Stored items
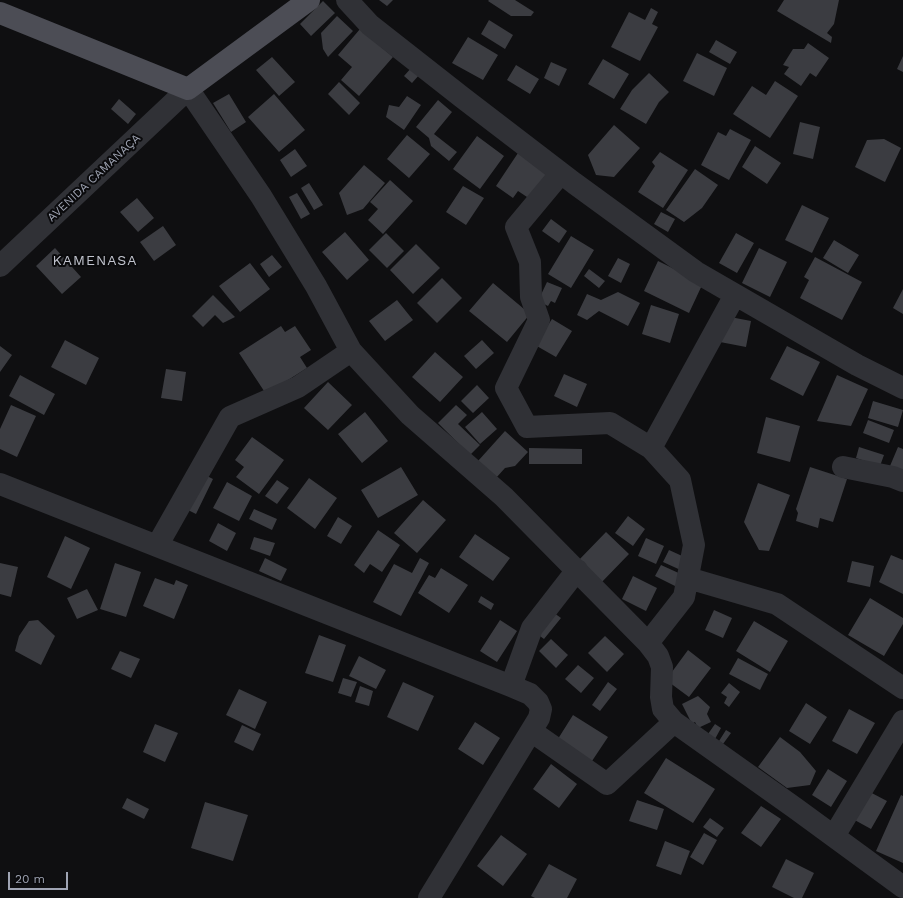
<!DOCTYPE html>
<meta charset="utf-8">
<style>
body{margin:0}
#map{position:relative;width:903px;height:898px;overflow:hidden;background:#0f0f11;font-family:"Work Sans",sans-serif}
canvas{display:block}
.scale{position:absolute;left:8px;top:872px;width:60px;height:18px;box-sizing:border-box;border:2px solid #9fa4b3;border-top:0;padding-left:5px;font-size:12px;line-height:14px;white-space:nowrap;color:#9fa4b3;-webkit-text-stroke:3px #0a0a0c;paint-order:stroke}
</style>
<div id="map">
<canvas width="903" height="898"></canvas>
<div class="scale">20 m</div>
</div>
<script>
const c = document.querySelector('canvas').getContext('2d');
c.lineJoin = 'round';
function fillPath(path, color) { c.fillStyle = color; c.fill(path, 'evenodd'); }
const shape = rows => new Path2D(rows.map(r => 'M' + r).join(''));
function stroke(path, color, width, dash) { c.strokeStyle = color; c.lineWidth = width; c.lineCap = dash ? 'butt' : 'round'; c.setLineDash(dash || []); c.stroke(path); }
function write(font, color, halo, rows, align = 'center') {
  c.font = font + ' "Work Sans",sans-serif'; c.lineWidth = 4; c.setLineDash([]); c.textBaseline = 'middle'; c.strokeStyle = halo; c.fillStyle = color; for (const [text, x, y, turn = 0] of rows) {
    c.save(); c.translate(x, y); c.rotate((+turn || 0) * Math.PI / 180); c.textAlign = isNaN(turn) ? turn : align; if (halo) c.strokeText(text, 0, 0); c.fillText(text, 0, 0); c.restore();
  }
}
const building = shape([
 [379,0,393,0,387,6],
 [489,0,515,0,534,12,531,16,511,16,488,1],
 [784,0,839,0,834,24,827,33,832,37,831,43,777,11],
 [323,1,335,13,311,36,300,24],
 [651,8,658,12,652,24,658,27,640,61,611,47,629,12,645,20],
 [337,16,353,31,328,57,323,49,321,33],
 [489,20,513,35,505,49,481,34],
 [360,29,393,57,359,96,341,80,352,67,338,55],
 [468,37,498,55,483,80,452,63],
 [716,40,737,52,730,64,709,52],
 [808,43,829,58,816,77,810,73,801,86,784,74,789,67,783,65,793,49,804,49],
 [697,53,727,68,714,96,683,81],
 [903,56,903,72,897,69],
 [272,57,295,82,279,96,256,70],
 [603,59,629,74,614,99,588,84],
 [551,62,567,69,559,86,544,78],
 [516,65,539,79,530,94,507,80],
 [412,67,420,74,412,83,404,76],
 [649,73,669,92,659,102,646,124,620,109,632,90],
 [775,81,798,96,770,138,733,114,752,86,766,95],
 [339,82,360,103,349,115,328,94],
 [229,94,246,122,231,132,213,103],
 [274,94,305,130,279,152,248,117],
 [407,96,421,105,404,130,386,117,389,105,399,107],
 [119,99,136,114,128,124,111,109],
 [438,100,452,112,434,134,457,152,449,161,431,146,429,138,416,127],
 [800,122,820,127,813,159,793,154],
 [614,125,640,148,614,177,596,175,588,155],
 [730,129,751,140,729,180,701,165,718,132,726,136],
 [407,135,430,154,409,178,387,159],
 [477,136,504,156,480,189,453,169],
 [884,139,901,148,885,182,855,167,867,140],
 [755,146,781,163,767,184,742,167],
 [295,149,307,166,291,177,280,160],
 [660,152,688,170,663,208,638,192,655,166,652,162],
 [518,153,547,173,530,199,518,191,513,198,496,186],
 [364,165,385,183,363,209,347,215,339,193],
 [695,169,718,185,702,208,684,222,666,210],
 [390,180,413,201,383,234,368,220,378,209,370,202],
 [309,183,323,205,314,210,301,188],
 [463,186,484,198,466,225,446,212],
 [297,193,310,214,301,219,289,197],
 [137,198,154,218,138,232,120,212],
 [802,205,829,218,812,253,785,240],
 [661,212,675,219,668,232,654,224],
 [551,219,567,231,559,243,542,231],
 [163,226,176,245,154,261,140,242],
 [345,232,369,260,347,280,322,252],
 [386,233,404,251,387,268,369,250],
 [736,233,754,243,737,273,719,263],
 [571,236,594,250,571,288,548,274],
 [834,240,859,255,848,273,823,258],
 [416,244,440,268,413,294,390,270],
 [55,248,81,277,62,294,36,266],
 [759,248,787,262,770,297,742,283],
 [272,255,282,267,269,277,260,264],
 [815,257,862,282,842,320,800,298,809,280,804,277],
 [618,258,630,264,621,283,608,276],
 [658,261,703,283,689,313,644,291],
 [250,263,270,289,240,312,219,286],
 [589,269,605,281,599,288,584,276],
 [442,278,462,298,437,323,417,303],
 [547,282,562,288,555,303,551,301,548,306,538,301],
 [493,283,530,314,507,342,469,311],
 [903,289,903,314,893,308],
 [618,292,640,303,628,326,599,311,587,320,577,315,587,294,601,300],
 [213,295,235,317,223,323,215,315,203,327,192,316],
 [397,300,413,320,385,341,369,321],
 [651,305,679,314,670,343,642,334],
 [725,316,751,321,746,347,720,342],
 [552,319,572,331,556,357,535,345],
 [281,326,285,332,295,326,311,350,300,357,307,368,266,394,239,353],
 [65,340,99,358,86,385,51,367],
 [482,340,494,353,476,369,464,356],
 [0,346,12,355,0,372],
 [787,346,820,362,803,396,770,379],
 [435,352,463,377,440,402,412,377],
 [166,369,186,372,182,401,161,398],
 [564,374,587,384,577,407,554,396],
 [20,375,55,394,44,415,9,396],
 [837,375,868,389,851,426,817,421],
 [328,382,352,405,328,430,304,408],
 [477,385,489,398,473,413,461,401],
 [873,401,903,410,898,427,868,418],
 [11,405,36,416,17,457,0,449,0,429],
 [456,405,467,415,458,424,480,445,470,455,438,423],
 [365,412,388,441,362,463,338,434],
 [482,412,497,429,480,444,465,427],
 [766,417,800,426,790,462,757,453],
 [868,420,894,430,889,443,863,433],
 [505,431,528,452,515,466,505,468,496,478,478,461],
 [252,437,284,460,259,494,236,477,244,467,235,460],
 [859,447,884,455,880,466,856,458],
 [898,447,903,449,903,471,890,466],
 [529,448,582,449,582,464,529,464],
 [401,467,418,495,378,518,361,490],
 [810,467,847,479,833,522,820,518,818,528,796,521,798,513,796,509],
 [201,473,213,479,196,514,184,508],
 [309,478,337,498,315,529,287,508],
 [277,480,289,488,277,504,265,496],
 [227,482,252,496,239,521,213,508],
 [758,483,790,495,769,551,759,550,744,522],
 [423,500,446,520,417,553,394,533],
 [254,509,277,519,272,530,249,519],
 [628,516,645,529,633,546,615,533],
 [338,517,352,526,341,544,327,536],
 [218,523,236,533,227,551,209,541],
 [378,530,400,545,382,572,370,564,364,573,354,565],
 [606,532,629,554,599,585,576,563],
 [475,534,510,558,493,581,459,557],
 [65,536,90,548,71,589,47,577],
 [254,537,275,543,270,556,250,549],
 [646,538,664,546,656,564,638,556],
 [669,550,691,560,685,572,663,562],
 [891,555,903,560,903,594,879,582],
 [265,558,287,569,281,581,259,571],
 [420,558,429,563,401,616,373,602,394,564,412,573],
 [852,561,874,566,870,587,847,582],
 [0,563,18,567,11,597,0,594],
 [115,563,141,572,126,617,100,609],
 [661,565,683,575,677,587,655,576],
 [441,568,468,585,449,613,418,593,429,575,435,578],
 [633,576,657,588,646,611,622,599],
 [155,578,174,585,176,580,188,585,174,619,143,606],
 [87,589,98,610,77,619,67,598],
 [481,596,494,604,491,610,478,602],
 [870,598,903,618,903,624,884,656,848,635],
 [550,610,561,618,544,639,533,631],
 [714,610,732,618,723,638,705,630],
 [38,620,55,636,41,665,15,651,19,636,29,621],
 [500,620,517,631,497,662,480,651],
 [754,621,788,641,770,672,736,651],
 [319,635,346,645,333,682,305,673],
 [605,636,624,654,607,672,588,653],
 [551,639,568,655,556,668,539,651],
 [688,650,711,668,689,697,666,680],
 [120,651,140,659,131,678,111,669],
 [359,656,386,670,376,689,349,676],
 [738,658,768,674,760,690,729,674],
 [578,665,594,678,581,693,565,679],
 [343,678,357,682,351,697,338,693],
 [403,682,434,696,418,731,387,717],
 [608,682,617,689,600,711,592,705],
 [729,683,740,692,729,707,724,703,727,697,721,693],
 [360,686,373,691,369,706,355,702],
 [239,689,267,702,255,729,226,715],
 [698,696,710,707,707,714,711,722,698,728,695,722,692,724,682,704],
 [806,703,827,717,810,744,789,731],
 [849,709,875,723,857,754,832,741],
 [573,715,608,737,590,764,556,742],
 [475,722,500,738,483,765,458,749],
 [155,724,178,733,165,762,143,752],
 [715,724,721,728,715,739,708,734],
 [242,725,261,734,253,751,234,742],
 [726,730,731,733,723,744,719,741],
 [780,737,800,752,816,771,810,785,787,788,758,767],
 [666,758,715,789,693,823,644,793],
 [551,764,577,784,559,808,533,789],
 [828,769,847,781,831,807,812,795],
 [866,790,887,801,871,829,851,818],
 [901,795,903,796,903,863,876,851],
 [127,798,149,809,144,819,122,808],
 [637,800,664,809,657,830,629,821],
 [205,802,248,815,233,861,191,848],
 [761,806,781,819,761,847,741,833],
 [710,818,724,828,717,837,703,827],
 [704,833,717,840,703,865,690,857],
 [501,835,527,854,503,886,477,866],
 [665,841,690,851,681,875,656,866],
 [786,859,814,873,802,898,794,898,772,887],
 [549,864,577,879,567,898,535,898,531,896]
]);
const street = shape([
 [347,0,370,25,463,98,574,183,696,272,857,365,903,388],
 [561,173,516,227,530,262,531,297,539,320,506,388,527,427,610,423,651,448,680,480,694,545,684,597,648,643],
 [0,266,188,89,261,196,316,286,351,351,410,415,504,497,648,643,658,656,662,667,661,697,663,709,674,722,795,808,903,887],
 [651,448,735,295],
 [843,467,893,477,903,481],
 [0,484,511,686,530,694,538,702,541,709,539,718,429,898],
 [157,546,230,417,298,387,351,351],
 [688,578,777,604,903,688],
 [511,686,532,628,577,570],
 [531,731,607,784,674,722],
 [834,836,903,721]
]);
const primary = shape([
 [0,13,188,89,309,0]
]);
const streetNames = [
 ["AVENIDA CAMANAÇA",94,178,-43]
];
const quarterNames = [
 ["KAMENASA",95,261]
];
fillPath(building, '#3b3c41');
stroke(street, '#303136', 22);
stroke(primary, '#4c4d55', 22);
write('12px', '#9fa4b3', '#0a0a0c', streetNames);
c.letterSpacing = '1px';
write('14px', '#c1c4ce', '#0a0a0c', quarterNames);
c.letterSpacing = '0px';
</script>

• **To do**: Your task is to find each line in the entries that contains the string "turn" and copy it.

• **Written answer**:
  c.font = font + ' "Work Sans",sans-serif'; c.lineWidth = 4; c.setLineDash([]); c.textBaseline = 'middle'; c.strokeStyle = halo; c.fillStyle = color; for (const [text, x, y, turn = 0] of rows) {
    c.save(); c.translate(x, y); c.rotate((+turn || 0) * Math.PI / 180); c.textAlign = isNaN(turn) ? turn : align; if (halo) c.strokeText(text, 0, 0); c.fillText(text, 0, 0); c.restore();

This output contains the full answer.